The next chapter about Sasha focuses on her life further down the road. It is from the perspective of her daughter, Alison, and is in the form of a Powerpoint that Alison wrote. From this chapter the reader learns that Sasha now lives in California with her husband and two children. Now she uses the stolen items accumulated over time, or found items, to make collages. She explains to her daughter that the items she uses are “precious because they’re casual and meaningless” (220). Sasha is now settled down with her family and no longer steals. She made a hobby of making art with her stolen items, instead of accumulating more, and now uses that as a creative outlet. Sasha is in a better place in this chapter than she was at any other point described in the novel.
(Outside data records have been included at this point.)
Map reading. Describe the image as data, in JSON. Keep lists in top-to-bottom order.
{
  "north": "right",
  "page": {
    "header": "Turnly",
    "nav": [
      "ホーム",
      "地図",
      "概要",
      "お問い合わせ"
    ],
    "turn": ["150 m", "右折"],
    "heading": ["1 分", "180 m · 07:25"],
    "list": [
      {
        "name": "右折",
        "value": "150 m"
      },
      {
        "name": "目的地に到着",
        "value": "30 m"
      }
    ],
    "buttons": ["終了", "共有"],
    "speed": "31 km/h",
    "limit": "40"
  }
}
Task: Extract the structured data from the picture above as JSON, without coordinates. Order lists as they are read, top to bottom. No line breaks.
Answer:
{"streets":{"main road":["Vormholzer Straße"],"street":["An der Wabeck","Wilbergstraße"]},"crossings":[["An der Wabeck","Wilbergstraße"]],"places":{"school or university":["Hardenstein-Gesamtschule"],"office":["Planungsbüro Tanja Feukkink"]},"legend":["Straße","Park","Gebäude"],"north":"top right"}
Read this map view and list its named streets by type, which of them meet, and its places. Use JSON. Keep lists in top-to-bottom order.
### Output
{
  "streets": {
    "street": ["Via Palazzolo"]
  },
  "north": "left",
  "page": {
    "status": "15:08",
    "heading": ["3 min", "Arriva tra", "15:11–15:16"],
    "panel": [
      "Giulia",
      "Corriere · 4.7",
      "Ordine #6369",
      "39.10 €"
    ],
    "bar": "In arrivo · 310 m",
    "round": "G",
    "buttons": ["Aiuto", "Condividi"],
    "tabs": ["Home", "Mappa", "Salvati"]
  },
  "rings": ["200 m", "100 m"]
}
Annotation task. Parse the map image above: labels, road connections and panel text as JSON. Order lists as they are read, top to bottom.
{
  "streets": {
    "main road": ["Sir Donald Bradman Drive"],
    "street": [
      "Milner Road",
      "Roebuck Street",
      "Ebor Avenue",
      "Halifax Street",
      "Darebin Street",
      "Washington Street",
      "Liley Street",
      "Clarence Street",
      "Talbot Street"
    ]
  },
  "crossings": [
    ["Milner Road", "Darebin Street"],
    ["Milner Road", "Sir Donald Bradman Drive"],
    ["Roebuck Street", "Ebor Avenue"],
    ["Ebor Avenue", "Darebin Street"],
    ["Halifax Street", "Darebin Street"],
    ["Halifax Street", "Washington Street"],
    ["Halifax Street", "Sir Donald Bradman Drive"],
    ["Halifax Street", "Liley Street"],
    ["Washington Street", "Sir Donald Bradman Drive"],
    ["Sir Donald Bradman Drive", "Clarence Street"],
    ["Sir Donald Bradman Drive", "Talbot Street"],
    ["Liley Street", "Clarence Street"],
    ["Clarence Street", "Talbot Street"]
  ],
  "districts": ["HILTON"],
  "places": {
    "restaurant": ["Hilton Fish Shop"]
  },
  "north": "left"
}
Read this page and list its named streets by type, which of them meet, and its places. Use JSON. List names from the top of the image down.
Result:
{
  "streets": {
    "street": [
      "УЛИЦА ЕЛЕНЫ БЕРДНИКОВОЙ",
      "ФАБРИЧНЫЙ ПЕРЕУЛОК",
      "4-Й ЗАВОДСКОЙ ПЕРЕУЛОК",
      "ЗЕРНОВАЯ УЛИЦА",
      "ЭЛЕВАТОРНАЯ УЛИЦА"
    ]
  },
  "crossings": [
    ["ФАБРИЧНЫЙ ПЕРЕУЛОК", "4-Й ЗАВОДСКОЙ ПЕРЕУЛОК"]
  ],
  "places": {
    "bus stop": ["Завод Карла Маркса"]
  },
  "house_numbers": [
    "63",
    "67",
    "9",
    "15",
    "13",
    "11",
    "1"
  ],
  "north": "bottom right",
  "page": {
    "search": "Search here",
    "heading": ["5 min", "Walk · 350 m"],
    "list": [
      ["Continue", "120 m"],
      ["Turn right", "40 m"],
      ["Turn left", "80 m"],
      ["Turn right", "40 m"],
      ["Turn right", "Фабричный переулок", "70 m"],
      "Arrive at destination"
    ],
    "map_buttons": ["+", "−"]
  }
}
As Egan wrote A Visit from the Goon Squad, she jumped around on a long and scattered timeline. At the time of Sasha’s introduction to the plot, she was an aging kleptomaniac who had recently been fired by her boss and was hoping to get her life back on track soon by regaining interest in music, her friends, and her goals. Then the reader learns of the circumstances Sasha encountered to get to where she was: being a vagrant hooker and thief with divorced parents and little direction in her life. Lastly the reader learns of how she overcame the troubles in her life, made the right choices, and lived happily in the California desert. Sasha’s life improved over time, and Egan demonstrates this through unordered analysis of impacts on her life’s growth and progression over the course of time.
Similar Articles
JOIN THE DISCUSSION
This article has 0 comments.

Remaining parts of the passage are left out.